→ About this task: In full and word for word, print the data below.
[Opening Record excerpts section]
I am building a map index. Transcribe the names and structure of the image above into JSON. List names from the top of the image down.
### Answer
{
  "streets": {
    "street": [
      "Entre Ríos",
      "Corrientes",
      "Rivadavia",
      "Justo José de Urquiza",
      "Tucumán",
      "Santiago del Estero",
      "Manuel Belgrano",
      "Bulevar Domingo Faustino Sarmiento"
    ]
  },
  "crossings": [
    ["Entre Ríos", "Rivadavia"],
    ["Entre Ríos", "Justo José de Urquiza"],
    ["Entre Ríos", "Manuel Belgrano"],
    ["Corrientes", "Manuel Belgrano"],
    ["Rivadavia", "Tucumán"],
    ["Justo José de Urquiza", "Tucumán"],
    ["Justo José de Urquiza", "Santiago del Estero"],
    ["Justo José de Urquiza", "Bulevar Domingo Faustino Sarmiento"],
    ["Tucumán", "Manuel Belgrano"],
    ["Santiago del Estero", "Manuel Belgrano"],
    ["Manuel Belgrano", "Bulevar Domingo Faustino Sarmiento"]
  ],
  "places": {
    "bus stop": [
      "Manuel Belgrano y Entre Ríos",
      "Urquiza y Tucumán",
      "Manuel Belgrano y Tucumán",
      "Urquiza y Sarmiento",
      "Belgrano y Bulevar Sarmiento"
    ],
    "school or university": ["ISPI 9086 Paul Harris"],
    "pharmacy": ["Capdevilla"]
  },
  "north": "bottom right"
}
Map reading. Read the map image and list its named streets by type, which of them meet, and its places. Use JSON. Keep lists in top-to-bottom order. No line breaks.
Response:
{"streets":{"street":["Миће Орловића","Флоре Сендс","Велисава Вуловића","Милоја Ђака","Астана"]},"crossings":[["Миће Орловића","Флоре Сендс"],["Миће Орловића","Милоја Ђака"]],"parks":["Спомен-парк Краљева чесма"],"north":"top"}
[Closing Record excerpts section]
→ Solution for this problem:
I am building a map index. Transcribe the names and structure of the image above into JSON. List names from the top of the image down.
### Answer
{
  "streets": {
    "street": [
      "Entre Ríos",
      "Corrientes",
      "Rivadavia",
      "Justo José de Urquiza",
      "Tucumán",
      "Santiago del Estero",
      "Manuel Belgrano",
      "Bulevar Domingo Faustino Sarmiento"
    ]
  },
  "crossings": [
    ["Entre Ríos", "Rivadavia"],
    ["Entre Ríos", "Justo José de Urquiza"],
    ["Entre Ríos", "Manuel Belgrano"],
    ["Corrientes", "Manuel Belgrano"],
    ["Rivadavia", "Tucumán"],
    ["Justo José de Urquiza", "Tucumán"],
    ["Justo José de Urquiza", "Santiago del Estero"],
    ["Justo José de Urquiza", "Bulevar Domingo Faustino Sarmiento"],
    ["Tucumán", "Manuel Belgrano"],
    ["Santiago del Estero", "Manuel Belgrano"],
    ["Manuel Belgrano", "Bulevar Domingo Faustino Sarmiento"]
  ],
  "places": {
    "bus stop": [
      "Manuel Belgrano y Entre Ríos",
      "Urquiza y Tucumán",
      "Manuel Belgrano y Tucumán",
      "Urquiza y Sarmiento",
      "Belgrano y Bulevar Sarmiento"
    ],
    "school or university": ["ISPI 9086 Paul Harris"],
    "pharmacy": ["Capdevilla"]
  },
  "north": "bottom right"
}
Map reading. Read the map image and list its named streets by type, which of them meet, and its places. Use JSON. Keep lists in top-to-bottom order. No line breaks.
Response:
{"streets":{"street":["Миће Орловића","Флоре Сендс","Велисава Вуловића","Милоја Ђака","Астана"]},"crossings":[["Миће Орловића","Флоре Сендс"],["Миће Орловића","Милоја Ђака"]],"parks":["Спомен-парк Краљева чесма"],"north":"top"}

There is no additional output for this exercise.